══ Provided records ══

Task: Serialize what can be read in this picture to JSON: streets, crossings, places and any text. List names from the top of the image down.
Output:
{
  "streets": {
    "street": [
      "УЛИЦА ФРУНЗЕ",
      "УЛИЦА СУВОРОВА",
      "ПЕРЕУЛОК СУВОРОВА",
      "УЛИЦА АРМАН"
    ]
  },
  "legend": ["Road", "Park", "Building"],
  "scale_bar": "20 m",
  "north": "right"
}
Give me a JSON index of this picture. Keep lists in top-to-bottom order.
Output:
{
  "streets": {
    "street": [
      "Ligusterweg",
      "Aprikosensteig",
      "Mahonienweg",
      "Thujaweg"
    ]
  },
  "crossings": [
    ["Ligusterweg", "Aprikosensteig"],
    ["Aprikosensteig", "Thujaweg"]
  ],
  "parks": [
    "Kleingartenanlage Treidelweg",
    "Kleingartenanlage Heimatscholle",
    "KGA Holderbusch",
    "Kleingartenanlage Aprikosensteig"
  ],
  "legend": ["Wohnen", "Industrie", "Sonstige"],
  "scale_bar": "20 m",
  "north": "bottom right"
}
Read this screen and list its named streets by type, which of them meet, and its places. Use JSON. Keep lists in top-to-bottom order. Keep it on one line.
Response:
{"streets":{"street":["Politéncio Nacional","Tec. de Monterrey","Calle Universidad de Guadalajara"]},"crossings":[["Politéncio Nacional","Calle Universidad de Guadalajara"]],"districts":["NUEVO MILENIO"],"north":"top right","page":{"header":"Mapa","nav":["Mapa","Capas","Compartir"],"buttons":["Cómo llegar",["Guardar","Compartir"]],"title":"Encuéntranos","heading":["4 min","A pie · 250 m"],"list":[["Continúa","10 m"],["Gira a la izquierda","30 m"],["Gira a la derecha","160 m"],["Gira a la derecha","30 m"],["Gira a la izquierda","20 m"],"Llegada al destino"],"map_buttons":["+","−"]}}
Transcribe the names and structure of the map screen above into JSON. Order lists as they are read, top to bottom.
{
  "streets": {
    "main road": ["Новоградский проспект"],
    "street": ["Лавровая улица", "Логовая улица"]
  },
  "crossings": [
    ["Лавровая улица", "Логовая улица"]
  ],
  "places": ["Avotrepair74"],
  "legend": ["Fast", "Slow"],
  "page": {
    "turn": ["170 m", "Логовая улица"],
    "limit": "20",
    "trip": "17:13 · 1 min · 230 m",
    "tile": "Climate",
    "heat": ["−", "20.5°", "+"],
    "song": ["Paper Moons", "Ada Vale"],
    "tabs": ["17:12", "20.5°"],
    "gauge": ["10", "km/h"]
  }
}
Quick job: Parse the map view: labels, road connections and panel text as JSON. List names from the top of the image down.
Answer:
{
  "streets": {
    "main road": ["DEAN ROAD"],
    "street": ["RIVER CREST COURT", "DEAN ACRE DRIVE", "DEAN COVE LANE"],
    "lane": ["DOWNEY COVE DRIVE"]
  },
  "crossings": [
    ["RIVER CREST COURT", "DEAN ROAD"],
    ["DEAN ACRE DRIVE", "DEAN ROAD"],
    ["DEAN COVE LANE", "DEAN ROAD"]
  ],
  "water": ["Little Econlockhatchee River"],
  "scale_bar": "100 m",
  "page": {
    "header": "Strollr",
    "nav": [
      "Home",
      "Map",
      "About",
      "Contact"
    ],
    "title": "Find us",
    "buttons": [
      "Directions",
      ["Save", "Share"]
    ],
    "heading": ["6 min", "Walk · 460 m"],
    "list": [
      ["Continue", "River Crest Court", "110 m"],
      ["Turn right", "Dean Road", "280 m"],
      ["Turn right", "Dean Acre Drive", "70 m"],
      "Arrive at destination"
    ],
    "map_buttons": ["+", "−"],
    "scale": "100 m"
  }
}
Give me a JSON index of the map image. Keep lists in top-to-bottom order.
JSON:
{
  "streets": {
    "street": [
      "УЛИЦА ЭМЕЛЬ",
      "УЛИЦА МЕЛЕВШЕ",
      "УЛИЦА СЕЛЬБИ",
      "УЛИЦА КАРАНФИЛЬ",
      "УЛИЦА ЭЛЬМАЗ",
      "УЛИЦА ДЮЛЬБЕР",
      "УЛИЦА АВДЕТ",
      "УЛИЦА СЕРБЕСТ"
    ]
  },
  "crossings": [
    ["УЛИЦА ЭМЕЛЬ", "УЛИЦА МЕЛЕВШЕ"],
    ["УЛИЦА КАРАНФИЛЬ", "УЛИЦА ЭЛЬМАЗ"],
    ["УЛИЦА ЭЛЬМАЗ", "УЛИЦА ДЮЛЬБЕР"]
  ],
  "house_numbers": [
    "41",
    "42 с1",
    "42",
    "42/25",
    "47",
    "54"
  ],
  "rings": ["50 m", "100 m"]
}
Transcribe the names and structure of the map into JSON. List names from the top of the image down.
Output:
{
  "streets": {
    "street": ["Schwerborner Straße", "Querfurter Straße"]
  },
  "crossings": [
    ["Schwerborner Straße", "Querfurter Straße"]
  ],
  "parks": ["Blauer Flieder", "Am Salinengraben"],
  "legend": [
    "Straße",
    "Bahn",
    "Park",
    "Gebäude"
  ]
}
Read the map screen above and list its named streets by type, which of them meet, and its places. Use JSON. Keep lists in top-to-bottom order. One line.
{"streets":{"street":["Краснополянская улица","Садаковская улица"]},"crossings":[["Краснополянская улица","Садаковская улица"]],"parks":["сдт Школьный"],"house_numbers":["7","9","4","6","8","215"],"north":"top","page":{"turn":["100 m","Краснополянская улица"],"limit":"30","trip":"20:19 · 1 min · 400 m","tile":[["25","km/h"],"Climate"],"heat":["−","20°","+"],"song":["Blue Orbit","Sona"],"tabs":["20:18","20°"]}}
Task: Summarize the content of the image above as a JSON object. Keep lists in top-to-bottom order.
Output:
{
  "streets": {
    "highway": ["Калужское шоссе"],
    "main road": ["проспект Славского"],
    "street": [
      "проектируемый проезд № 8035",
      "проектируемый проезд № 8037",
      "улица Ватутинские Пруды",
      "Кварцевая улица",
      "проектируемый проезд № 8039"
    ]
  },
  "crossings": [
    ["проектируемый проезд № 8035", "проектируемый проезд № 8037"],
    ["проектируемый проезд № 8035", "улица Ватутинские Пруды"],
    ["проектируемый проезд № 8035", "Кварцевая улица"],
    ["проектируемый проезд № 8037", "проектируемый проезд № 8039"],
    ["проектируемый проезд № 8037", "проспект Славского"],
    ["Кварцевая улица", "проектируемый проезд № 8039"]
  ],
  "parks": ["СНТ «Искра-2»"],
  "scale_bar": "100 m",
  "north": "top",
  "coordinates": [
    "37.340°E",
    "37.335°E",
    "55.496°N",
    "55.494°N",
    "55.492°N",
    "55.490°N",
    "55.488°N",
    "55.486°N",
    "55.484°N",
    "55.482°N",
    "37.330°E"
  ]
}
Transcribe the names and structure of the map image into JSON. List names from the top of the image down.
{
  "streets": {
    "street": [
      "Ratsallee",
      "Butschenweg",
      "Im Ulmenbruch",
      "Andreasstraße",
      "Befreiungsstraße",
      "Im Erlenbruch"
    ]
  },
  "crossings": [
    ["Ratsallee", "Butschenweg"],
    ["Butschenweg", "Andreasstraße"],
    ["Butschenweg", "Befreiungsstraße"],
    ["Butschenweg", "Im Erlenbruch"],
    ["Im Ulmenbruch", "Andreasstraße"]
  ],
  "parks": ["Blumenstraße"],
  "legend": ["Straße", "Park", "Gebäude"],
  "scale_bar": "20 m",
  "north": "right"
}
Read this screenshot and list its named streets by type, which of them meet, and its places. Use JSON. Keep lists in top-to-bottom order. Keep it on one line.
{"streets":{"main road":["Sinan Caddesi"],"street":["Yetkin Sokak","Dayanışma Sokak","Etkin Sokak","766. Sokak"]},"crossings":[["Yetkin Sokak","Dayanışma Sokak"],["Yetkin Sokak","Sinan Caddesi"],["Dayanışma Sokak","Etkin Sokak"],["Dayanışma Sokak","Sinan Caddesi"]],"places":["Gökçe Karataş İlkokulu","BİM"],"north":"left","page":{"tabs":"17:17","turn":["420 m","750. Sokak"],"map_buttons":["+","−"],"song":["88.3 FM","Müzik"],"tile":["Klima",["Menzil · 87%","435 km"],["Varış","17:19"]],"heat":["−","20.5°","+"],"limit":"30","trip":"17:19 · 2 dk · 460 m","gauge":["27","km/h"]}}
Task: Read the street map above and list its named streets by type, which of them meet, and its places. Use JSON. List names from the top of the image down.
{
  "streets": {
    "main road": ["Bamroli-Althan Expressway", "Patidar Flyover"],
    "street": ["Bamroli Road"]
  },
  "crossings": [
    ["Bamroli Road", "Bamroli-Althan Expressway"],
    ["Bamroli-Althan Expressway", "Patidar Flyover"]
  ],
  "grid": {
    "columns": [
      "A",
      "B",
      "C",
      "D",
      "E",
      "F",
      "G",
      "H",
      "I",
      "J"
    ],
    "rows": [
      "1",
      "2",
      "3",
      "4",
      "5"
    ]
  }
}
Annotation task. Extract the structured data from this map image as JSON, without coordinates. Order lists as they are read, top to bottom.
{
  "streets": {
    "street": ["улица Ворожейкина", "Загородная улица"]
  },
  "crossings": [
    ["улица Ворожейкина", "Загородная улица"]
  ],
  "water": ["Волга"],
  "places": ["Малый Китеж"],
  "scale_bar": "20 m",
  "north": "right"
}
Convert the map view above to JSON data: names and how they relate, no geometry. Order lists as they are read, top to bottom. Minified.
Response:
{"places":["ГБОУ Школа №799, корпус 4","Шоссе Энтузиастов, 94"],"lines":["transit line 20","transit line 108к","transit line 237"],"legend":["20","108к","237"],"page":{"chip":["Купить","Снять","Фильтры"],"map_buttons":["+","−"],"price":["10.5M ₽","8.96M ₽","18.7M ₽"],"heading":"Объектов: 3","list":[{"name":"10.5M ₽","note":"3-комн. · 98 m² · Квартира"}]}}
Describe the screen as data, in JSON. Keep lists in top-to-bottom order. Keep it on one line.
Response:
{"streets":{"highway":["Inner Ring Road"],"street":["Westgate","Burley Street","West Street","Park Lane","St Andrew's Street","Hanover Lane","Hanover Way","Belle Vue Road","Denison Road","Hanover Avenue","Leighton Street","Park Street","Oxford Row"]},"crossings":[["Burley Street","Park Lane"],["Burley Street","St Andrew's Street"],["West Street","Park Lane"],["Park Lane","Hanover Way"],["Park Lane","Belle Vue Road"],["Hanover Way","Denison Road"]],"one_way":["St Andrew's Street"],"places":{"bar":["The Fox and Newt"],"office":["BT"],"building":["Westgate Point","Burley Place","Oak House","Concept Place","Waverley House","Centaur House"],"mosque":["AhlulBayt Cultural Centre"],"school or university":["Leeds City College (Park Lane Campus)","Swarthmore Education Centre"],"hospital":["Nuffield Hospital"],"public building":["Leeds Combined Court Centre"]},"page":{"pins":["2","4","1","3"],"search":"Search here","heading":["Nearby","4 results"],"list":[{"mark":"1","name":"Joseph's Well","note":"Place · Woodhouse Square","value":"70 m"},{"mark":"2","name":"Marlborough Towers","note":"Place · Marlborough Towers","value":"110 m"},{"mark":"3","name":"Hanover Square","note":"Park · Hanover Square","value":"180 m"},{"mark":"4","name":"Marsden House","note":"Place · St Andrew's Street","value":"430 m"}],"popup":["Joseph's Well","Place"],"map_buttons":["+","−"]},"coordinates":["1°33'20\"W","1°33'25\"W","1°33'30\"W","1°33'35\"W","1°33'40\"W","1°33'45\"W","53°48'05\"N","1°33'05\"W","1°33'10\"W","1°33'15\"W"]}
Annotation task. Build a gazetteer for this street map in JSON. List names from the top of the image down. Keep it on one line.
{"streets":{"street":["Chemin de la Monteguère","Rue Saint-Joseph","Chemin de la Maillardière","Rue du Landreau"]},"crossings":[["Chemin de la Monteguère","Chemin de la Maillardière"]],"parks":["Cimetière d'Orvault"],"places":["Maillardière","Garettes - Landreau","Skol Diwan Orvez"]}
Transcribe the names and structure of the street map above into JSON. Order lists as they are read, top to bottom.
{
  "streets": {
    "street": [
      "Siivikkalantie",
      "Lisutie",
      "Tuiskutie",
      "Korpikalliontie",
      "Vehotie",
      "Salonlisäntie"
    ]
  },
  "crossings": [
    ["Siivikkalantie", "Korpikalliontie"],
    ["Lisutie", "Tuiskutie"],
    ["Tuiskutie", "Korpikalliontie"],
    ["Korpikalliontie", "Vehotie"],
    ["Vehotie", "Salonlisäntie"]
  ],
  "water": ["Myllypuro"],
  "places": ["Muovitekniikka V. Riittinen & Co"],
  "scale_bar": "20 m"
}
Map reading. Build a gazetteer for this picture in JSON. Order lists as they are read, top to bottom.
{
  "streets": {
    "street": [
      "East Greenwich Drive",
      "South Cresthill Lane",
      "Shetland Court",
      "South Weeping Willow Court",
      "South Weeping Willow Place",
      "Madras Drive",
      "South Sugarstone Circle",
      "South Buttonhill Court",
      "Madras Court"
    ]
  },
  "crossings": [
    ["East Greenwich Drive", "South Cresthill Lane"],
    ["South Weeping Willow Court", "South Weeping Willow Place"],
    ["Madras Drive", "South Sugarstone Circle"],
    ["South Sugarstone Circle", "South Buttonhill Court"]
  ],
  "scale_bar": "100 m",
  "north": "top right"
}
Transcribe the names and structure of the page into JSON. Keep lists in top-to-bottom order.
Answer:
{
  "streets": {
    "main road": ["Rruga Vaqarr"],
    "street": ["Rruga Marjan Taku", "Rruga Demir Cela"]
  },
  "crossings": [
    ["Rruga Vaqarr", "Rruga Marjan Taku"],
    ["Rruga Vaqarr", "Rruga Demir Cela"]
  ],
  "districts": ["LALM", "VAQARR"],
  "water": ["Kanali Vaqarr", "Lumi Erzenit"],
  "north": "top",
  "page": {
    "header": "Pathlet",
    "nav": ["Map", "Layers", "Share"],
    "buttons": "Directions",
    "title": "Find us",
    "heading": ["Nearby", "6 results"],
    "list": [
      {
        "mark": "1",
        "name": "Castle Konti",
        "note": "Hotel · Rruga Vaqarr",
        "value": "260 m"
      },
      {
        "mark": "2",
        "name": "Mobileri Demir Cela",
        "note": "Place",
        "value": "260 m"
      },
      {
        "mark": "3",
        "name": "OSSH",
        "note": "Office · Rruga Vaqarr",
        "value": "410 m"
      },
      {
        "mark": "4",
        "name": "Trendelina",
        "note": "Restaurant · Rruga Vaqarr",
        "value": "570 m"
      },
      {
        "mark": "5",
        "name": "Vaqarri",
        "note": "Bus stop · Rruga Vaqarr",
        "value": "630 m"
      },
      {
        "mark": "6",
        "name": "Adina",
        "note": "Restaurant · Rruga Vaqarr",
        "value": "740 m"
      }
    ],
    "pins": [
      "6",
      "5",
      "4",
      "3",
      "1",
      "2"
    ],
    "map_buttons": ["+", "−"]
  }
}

═══

## What is expected
Take every line in the preceding listing that contains "index" and copy it.

## Response to the task
Give me a JSON index of this picture. Keep lists in top-to-bottom order.
Give me a JSON index of the map image. Keep lists in top-to-bottom order.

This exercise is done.